Вечер шел плавно. Тело стало немного легче и расслабленнее от вина, словно сбросив оцепенелую усталость дороги. Жаркий воздух оседал на коже, улицы почти не были слышно, только насыщенные густые звуки цикад, кузнечиков и, возможно, еще каких-то неведомых и, к счастью, невидимых насекомых вмешивались в наш разговор. В такие вечера я всегда принимала Африку целиком, несмотря на то, что временами было трудно, иногда напряженно, зачастую слишком красиво, или устало. Но все вместе складывалось в какую-то полную, до конца не разгаданную мной историю про полупустую землю, где живут самые красивые и большие животные, шумят два океана, горы кажутся выше, чем они есть на самом деле, а звуки африканских барабанов отстукивают заданный много веков назад ритм.

На следующий день мы выехали из отеля не как планировали, а часа на два позже. Это означало, что в следующий на нашем маршруте городок мы приедем уже ночью. Почему-то каждый день происходило одно и то же: мы стабильно выезжали на несколько часов позже намеченного времени.

– Народ, давайте заправимся, – предложила Феня, посмотрев на датчик бензина, – хватит еще километров на сто-сто пятьдесят, а мы в парк сначала. Вдруг там не будет заправок?
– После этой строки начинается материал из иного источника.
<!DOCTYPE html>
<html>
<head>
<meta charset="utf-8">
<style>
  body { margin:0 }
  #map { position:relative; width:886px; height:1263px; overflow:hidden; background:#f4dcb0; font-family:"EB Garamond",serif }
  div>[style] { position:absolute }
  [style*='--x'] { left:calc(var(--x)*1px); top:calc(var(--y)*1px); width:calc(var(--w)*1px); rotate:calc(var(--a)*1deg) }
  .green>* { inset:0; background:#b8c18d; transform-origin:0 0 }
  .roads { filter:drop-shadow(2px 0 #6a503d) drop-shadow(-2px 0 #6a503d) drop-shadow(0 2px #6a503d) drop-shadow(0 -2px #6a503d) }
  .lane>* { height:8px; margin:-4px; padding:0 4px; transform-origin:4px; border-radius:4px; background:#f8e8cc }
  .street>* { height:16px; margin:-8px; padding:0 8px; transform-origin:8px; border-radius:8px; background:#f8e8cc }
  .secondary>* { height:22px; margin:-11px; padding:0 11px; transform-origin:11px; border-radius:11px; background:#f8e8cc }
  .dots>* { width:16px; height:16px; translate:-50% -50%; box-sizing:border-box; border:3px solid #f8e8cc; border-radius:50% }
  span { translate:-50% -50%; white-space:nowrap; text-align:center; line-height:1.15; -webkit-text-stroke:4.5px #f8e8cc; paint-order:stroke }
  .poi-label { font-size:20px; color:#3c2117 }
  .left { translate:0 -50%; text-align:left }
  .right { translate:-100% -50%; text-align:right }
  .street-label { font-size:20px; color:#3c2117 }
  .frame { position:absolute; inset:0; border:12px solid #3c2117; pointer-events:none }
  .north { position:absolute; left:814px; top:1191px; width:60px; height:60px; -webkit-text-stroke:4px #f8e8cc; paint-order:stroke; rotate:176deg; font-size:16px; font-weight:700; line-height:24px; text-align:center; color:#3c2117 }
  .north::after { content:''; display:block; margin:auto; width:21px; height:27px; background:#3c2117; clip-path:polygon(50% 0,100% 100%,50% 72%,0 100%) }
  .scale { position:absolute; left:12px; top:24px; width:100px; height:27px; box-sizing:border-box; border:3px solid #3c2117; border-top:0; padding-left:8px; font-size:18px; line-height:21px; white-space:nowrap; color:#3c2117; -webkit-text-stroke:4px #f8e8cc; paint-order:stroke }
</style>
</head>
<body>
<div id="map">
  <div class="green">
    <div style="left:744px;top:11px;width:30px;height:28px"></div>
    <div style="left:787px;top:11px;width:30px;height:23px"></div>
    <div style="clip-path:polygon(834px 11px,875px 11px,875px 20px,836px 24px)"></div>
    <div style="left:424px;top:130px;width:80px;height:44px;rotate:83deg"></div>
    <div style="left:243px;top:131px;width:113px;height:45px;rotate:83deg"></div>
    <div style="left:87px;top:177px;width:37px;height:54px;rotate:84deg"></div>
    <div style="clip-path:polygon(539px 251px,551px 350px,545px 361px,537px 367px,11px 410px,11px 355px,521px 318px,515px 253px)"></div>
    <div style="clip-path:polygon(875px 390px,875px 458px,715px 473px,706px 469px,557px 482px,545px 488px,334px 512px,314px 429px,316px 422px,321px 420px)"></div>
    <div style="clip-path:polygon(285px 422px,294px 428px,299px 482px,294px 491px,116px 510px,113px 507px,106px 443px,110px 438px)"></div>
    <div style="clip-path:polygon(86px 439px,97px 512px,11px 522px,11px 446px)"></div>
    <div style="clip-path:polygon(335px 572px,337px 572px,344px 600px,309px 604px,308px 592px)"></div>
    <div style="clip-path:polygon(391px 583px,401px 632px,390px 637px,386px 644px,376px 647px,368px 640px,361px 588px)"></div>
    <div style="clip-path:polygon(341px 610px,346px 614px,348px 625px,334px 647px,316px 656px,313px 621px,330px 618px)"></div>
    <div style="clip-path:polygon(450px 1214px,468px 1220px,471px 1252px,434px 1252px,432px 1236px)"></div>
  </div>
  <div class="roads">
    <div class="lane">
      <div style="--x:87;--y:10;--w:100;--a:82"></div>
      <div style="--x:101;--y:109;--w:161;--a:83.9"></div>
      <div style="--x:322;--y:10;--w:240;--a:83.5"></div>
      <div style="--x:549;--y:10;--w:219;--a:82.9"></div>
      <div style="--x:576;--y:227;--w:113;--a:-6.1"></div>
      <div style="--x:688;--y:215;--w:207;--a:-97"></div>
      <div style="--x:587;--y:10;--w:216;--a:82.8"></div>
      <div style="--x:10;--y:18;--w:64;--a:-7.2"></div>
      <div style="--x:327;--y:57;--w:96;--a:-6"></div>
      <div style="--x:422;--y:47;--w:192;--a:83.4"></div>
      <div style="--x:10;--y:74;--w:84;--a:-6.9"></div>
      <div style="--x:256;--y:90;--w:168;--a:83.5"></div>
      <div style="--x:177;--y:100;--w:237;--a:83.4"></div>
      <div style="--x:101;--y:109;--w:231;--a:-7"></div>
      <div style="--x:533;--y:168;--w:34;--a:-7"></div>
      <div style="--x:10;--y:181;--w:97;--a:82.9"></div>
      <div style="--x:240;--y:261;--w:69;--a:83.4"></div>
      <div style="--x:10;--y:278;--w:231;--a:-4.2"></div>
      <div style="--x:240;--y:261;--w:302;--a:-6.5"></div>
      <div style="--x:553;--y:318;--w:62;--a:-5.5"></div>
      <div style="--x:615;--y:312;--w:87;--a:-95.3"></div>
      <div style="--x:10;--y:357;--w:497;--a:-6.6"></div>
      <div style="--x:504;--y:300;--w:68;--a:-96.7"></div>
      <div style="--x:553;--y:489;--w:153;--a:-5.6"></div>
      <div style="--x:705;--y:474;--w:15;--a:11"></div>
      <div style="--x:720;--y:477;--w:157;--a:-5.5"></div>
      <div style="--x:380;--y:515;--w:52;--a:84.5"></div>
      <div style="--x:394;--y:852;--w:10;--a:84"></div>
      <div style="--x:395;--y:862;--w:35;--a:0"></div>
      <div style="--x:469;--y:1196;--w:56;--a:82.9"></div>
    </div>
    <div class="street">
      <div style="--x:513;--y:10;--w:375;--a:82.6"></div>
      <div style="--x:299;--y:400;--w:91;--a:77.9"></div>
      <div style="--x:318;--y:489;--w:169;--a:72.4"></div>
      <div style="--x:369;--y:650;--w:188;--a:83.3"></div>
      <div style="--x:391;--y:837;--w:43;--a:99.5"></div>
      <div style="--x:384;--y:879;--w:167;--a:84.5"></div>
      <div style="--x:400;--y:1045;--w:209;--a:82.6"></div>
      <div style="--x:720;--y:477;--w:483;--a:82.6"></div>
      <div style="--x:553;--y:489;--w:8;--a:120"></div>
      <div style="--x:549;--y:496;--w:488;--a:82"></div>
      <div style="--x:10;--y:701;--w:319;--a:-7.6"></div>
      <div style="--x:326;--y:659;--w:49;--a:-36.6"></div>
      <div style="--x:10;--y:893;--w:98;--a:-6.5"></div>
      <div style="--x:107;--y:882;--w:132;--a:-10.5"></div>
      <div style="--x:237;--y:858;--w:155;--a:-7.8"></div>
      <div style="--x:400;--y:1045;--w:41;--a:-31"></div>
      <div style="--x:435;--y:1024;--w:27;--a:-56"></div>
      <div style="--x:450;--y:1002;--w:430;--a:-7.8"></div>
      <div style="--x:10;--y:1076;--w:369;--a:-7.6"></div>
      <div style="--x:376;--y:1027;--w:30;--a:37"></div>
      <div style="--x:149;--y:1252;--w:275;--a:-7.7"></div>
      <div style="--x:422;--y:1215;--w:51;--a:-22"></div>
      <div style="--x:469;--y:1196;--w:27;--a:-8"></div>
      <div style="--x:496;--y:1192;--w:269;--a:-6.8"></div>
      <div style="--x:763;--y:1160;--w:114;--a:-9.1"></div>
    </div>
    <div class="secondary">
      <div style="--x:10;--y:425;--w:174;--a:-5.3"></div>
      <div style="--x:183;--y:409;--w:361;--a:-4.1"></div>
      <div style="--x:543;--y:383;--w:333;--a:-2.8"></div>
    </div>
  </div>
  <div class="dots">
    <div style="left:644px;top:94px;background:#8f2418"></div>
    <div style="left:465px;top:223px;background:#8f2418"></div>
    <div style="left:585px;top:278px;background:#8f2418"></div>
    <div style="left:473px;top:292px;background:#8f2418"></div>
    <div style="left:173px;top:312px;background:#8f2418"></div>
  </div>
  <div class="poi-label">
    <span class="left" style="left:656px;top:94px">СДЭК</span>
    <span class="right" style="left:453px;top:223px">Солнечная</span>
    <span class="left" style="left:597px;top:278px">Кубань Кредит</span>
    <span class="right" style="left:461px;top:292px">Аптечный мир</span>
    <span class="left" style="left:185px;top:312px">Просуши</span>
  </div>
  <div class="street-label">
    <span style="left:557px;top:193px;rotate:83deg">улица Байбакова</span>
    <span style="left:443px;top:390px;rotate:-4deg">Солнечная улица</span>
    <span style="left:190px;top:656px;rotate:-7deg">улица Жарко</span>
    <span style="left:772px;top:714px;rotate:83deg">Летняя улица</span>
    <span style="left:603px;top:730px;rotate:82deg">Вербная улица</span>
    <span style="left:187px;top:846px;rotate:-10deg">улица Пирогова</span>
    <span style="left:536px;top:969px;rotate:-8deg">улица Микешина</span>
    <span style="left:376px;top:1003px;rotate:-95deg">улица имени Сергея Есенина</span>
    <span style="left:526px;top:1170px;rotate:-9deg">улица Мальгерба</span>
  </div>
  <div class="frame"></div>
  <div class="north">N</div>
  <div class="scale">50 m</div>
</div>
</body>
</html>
– Это все же туристическая местность: у парка должна быть, – ответил Антон. – Сейчас тридцать километров крюк по городу получается, если на заправку заезжать, а мы и так от графика отстаем.

– Да будут на трассе заправки, – уверенно произнес Костя, поворачивая ключ зажигания, – если что, дотолкаем.

Крутиться в городе не хотелось никому, поэтому решено было заправиться на трассе после того, как мы сделаем сто пятьдесят удачных снимков с африканскими носорогами.

Носорогов, однако, мы встретили всего пару: они стояли неподвижно, глядя вдаль маленькими слеповатыми глазами, и чутко реагировали на щелчки фотоаппарата, поводя ушами на звук. Я пристально вглядывалась в большое чуднОе существо, которое дышало всего в нескольких метрах от окна машины: морщинистая грубая кожа, два рога, из которых передний, прокладывающий животному путь, был отшлифован травой и кустарником, словно бутылочное стекло морской волной. Потомок мифического единорога, пришедший на землю тысячелетия назад, вечно сопутствуемый птицами и вынужденный расплачиваться жизнью за людские суеверия. Мать и ребенок почти бок о бок безмятежно жевали траву, изредка поворачивая причудливой формы головы в сторону непрошенных гостей.

– Поедем дальше искать, или обратно на шоссе? – спросила я.

– Давайте возвращаться, – предложил Миша, – надо уже поиском заправки озаботиться.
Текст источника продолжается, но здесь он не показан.